Las crisis febriles pueden aparecer antes del inicio de la fiebre o solo con una leve elevación de la temperatura, aunque habitualmente la fiebre es superior a los 38,5 oC. Sin embargo, cuanto menor es el grado y la duración de la fiebre previa a la convulsión, mayor es el riesgo de recurrencia16. Otros factores que aumentan este riesgo son la edad temprana en la primera convulsión febril y los antecedentes familiares de convulsiones febriles. Parece haber una predisposición genética, con riesgo de crisis febriles de, aproximadamente, el 10-20% si existen hermanos afectados, que puede ser mayor si los padres también tienen ese antecedente16. No está demostrado que los antitérmicos reduzcan la recurrencia de las crisis febriles17. Tampoco se puede recomendar en este momento la profilaxis continua ni intermitente con medicamentos antiepilépticos para prevenir crisis febriles recurrentes16,18.

 

La determinación del hemograma, los electrólitos séricos, el calcio, el fósforo, el magnesio o la glucosa no se debe realizar de forma sistemática con el único propósito de identificar la causa de una convulsión febril simple. Los estudios de laboratorio deben ir dirigidos a la identificación de la causa de la fiebre del niño.

 

La punción lumbar debe realizarse en todo niño con fiebre y crisis convulsiva que presente síntomas o signos de sospecha de meningitis o infección intracraneal. Puede considerarse como opción en lactantes entre los 6 y 12 meses de edad incorrectamente vacunados o tratados previamente con antibióticos que presenten una convulsión y fiebre, por la posibilidad de que el tratamiento antibiótico enmascare los signos de meningitis19. En cualquier caso, el riesgo de meningitis bacteriana en niños que presentan crisis febriles simples es muy bajo18,20.

 

No hay evidencia de que el resultado de un electroencefalograma (EEG), realizado en el momento de presentación de una convulsión febril simple o durante el mes siguiente, sea predictivo de la recurrencia de convulsiones febriles o del desarrollo de convulsiones afebriles/epilepsia ulterior, por lo que no está indicado en la evaluación de un niño neurológicamente sano con una convulsión febril simple.
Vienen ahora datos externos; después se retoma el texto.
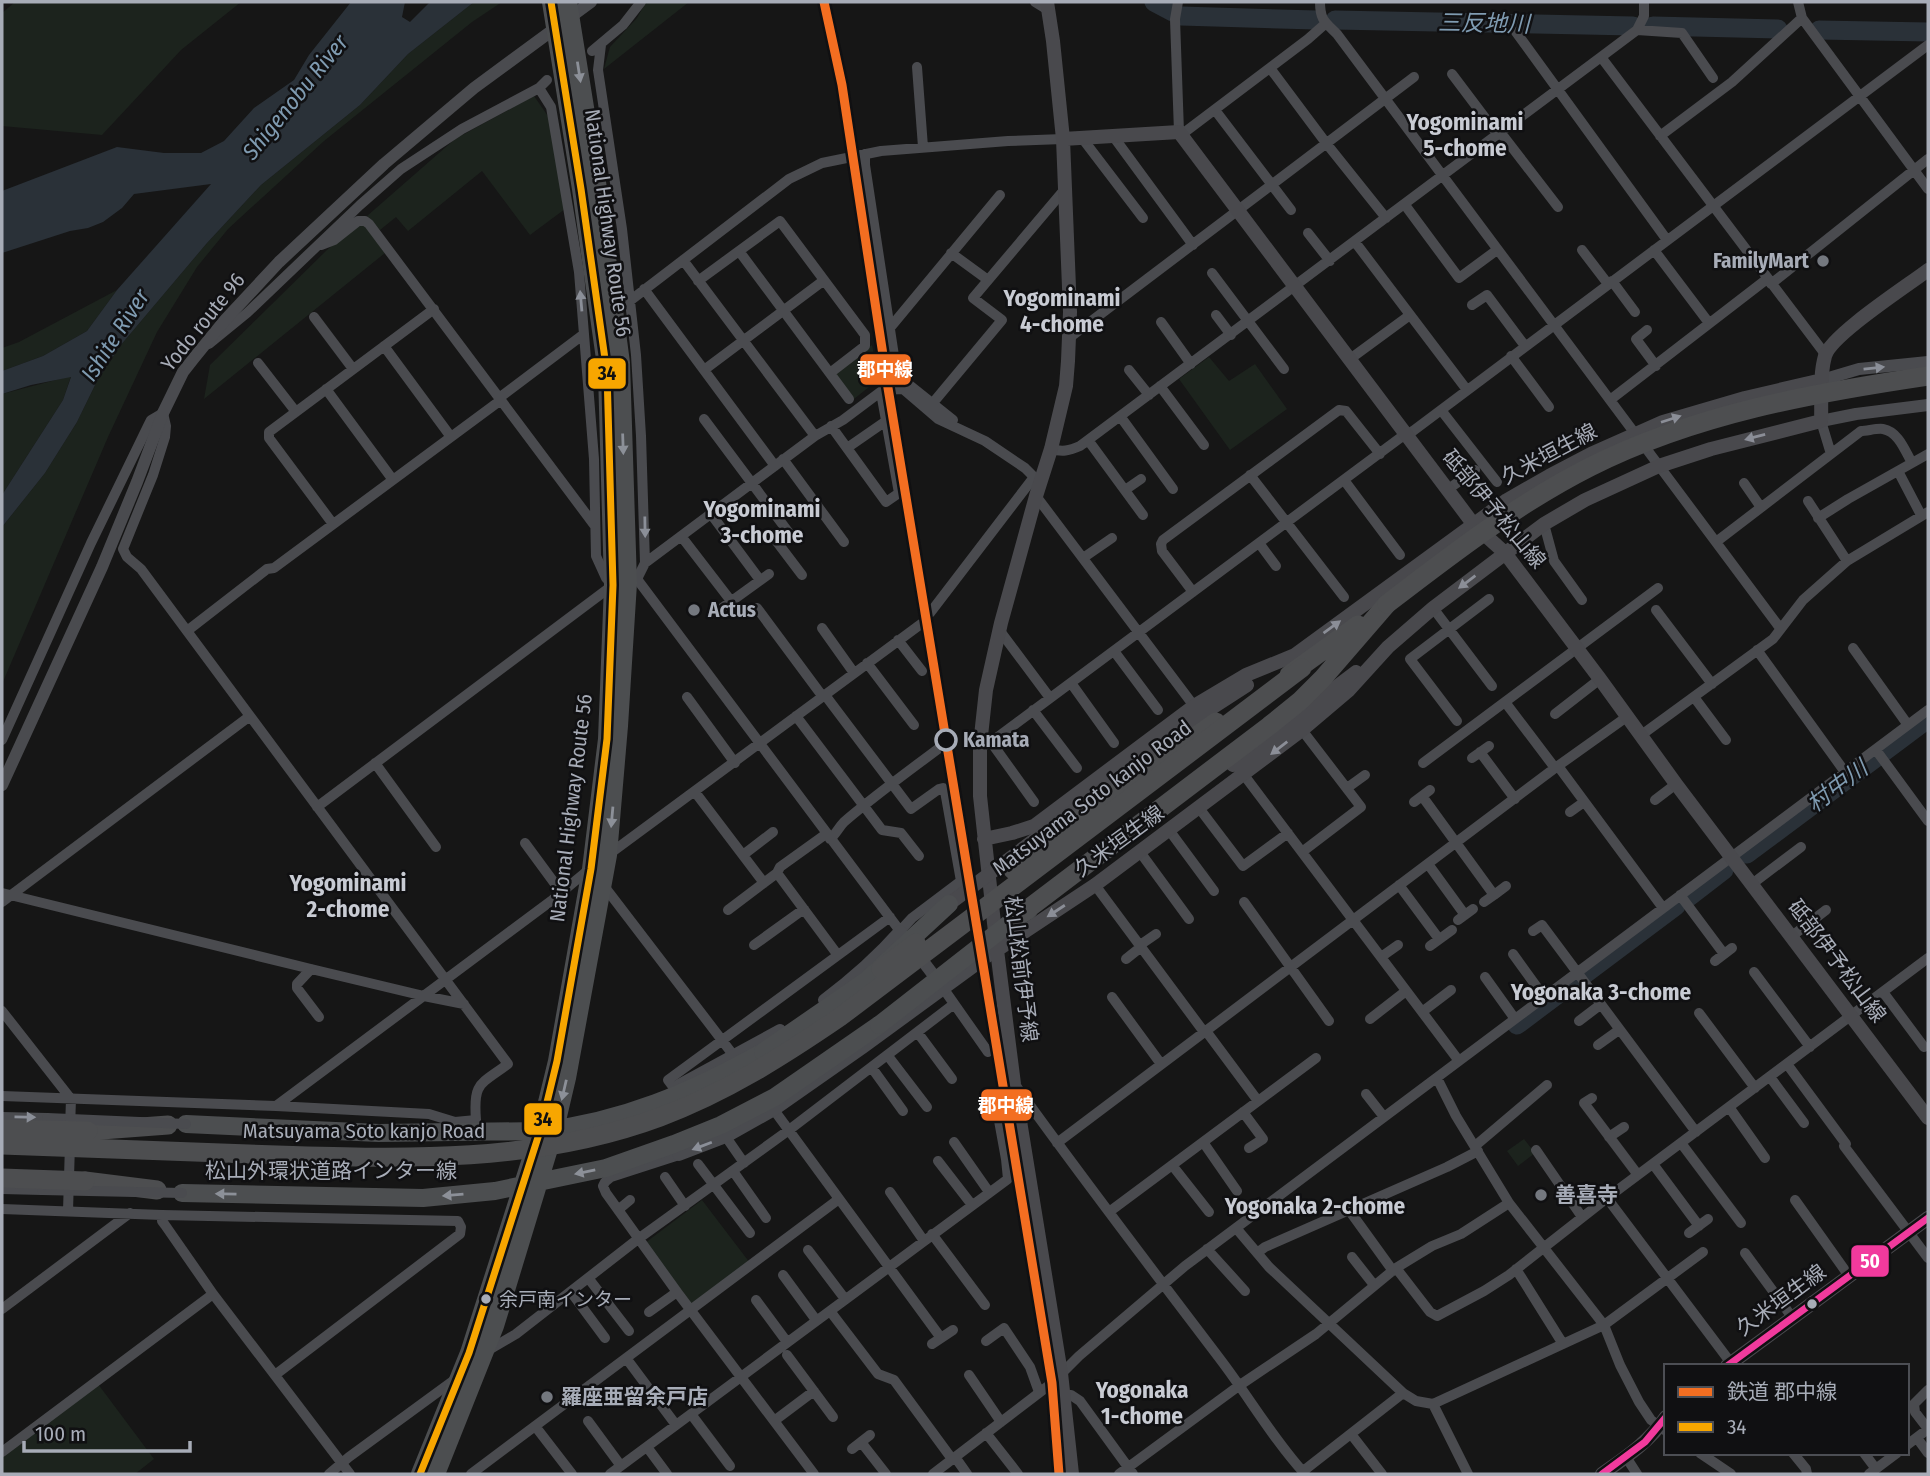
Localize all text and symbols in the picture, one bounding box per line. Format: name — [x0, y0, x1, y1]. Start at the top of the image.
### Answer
water label: 三反地川 — [1438, 8, 1533, 38]
water label: Shigenobu River — [235, 28, 355, 166]
one-way arrow — [574, 61, 585, 83]
street label: National Highway Route 56 — [579, 107, 637, 339]
district label: Yogominami 5-chome — [1406, 108, 1524, 162]
place label: FamilyMart — [1713, 248, 1810, 274]
marker: FamilyMart — [1815, 253, 1831, 269]
street label: Yodo route 96 — [156, 268, 250, 376]
water label: Ishite River — [75, 283, 156, 386]
district label: Yogominami 4-chome — [1003, 284, 1121, 338]
one-way arrow — [576, 290, 587, 312]
line badge: 郡中線 — [859, 353, 912, 386]
line badge: 34 — [587, 357, 627, 390]
text: 郡中線 — [856, 358, 914, 381]
text: 34 — [597, 362, 617, 385]
one-way arrow — [1863, 362, 1885, 373]
one-way arrow — [1660, 414, 1681, 424]
street label: 久米垣生線 — [1497, 418, 1601, 490]
one-way arrow — [1744, 432, 1766, 443]
one-way arrow — [618, 433, 629, 455]
street label: 砥部伊予松山線 — [1437, 444, 1551, 574]
district label: Yogominami 3-chome — [703, 495, 821, 549]
one-way arrow — [639, 516, 651, 538]
one-way arrow — [1458, 574, 1476, 588]
place label: Actus — [707, 597, 756, 623]
marker: Actus — [686, 602, 702, 618]
one-way arrow — [1323, 620, 1341, 634]
street label: National Highway Route 56 — [544, 692, 598, 924]
street label: Matsuyama Soto kanjo Road — [987, 715, 1197, 881]
place label: Kamata — [963, 727, 1030, 753]
marker: Kamata — [935, 729, 957, 751]
one-way arrow — [1270, 741, 1288, 756]
water label: 村中川 — [1801, 752, 1875, 818]
street label: 久米垣生線 — [1069, 800, 1169, 882]
one-way arrow — [606, 807, 617, 829]
district label: Yogominami 2-chome — [289, 869, 407, 923]
street label: 松山松前伊予線 — [999, 894, 1043, 1044]
street label: 砥部伊予松山線 — [1782, 894, 1892, 1028]
one-way arrow — [1046, 905, 1065, 918]
district label: Yogonaka 3-chome — [1510, 978, 1692, 1006]
one-way arrow — [559, 1079, 570, 1101]
line badge: 郡中線 — [980, 1088, 1033, 1122]
text: 郡中線 — [977, 1094, 1035, 1117]
line badge: 34 — [523, 1102, 563, 1136]
text: 34 — [533, 1108, 553, 1131]
one-way arrow — [14, 1111, 36, 1123]
street label: Matsuyama Soto kanjo Road — [243, 1118, 485, 1144]
one-way arrow — [692, 1140, 713, 1151]
street label: 松山外環状道路インター線 — [205, 1158, 457, 1184]
one-way arrow — [574, 1166, 596, 1177]
place label: 善喜寺 — [1555, 1182, 1618, 1208]
marker: 善喜寺 — [1533, 1187, 1549, 1203]
one-way arrow — [214, 1188, 236, 1199]
one-way arrow — [442, 1190, 464, 1201]
district label: Yogonaka 2-chome — [1224, 1192, 1406, 1220]
line badge: 50 — [1850, 1244, 1890, 1278]
text: 50 — [1860, 1250, 1880, 1273]
street label: 久米垣生線 — [1731, 1259, 1831, 1341]
place label: 余戸南インター — [499, 1288, 632, 1311]
marker: 余戸南インター — [479, 1292, 493, 1306]
unlabelled marker — [1805, 1297, 1819, 1311]
legend — [1664, 1364, 1909, 1455]
district label: Yogonaka 1-chome — [1095, 1376, 1188, 1430]
text: 鉄道 郡中線 — [1727, 1379, 1837, 1405]
place label: 羅座亜留余戸店 — [561, 1384, 708, 1410]
marker: 羅座亜留余戸店 — [539, 1389, 555, 1405]
scale bar — [24, 1410, 191, 1454]
text: 34 — [1727, 1414, 1747, 1440]
text: 100 m — [35, 1421, 86, 1447]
En todo caso, podría valorarse en los casos de patología neurológica previa, crisis prolongadas o focales o alteraciones neurológicas residuales.

 

Las pruebas de neuroimagen tampoco están indicadas después de una convulsión febril simple, pero podrían estarlo cuando existan características clínicas de trastorno neurológico, por ejemplo, microcefalia o macrocefalia, anomalías neurocutáneas, déficit neurológico preexistente, déficit neurológico postictal que persista más de unas pocas horas o también en las convulsiones febriles recurrentes complejas. La resonancia magnética es más sensible que la tomografía computarizada para los trastornos cerebrales que pueden presentar crisis convulsivas16.

 

 

La mayoría de las convulsiones febriles son breves y han cedido antes de que el paciente llegue al centro de salud. Si la crisis persiste, está indicado el tratamiento con diazepam por vía iv. lenta (0,3 mg/kg a un ritmo de 2 mg/min, máximo 5 mg por dosis para < 5 años y 10 mg para ≥ 5 años) o por vía rectal si no se consigue acceso venoso (0,5 mg/kg , máximo 20 mg por dosis).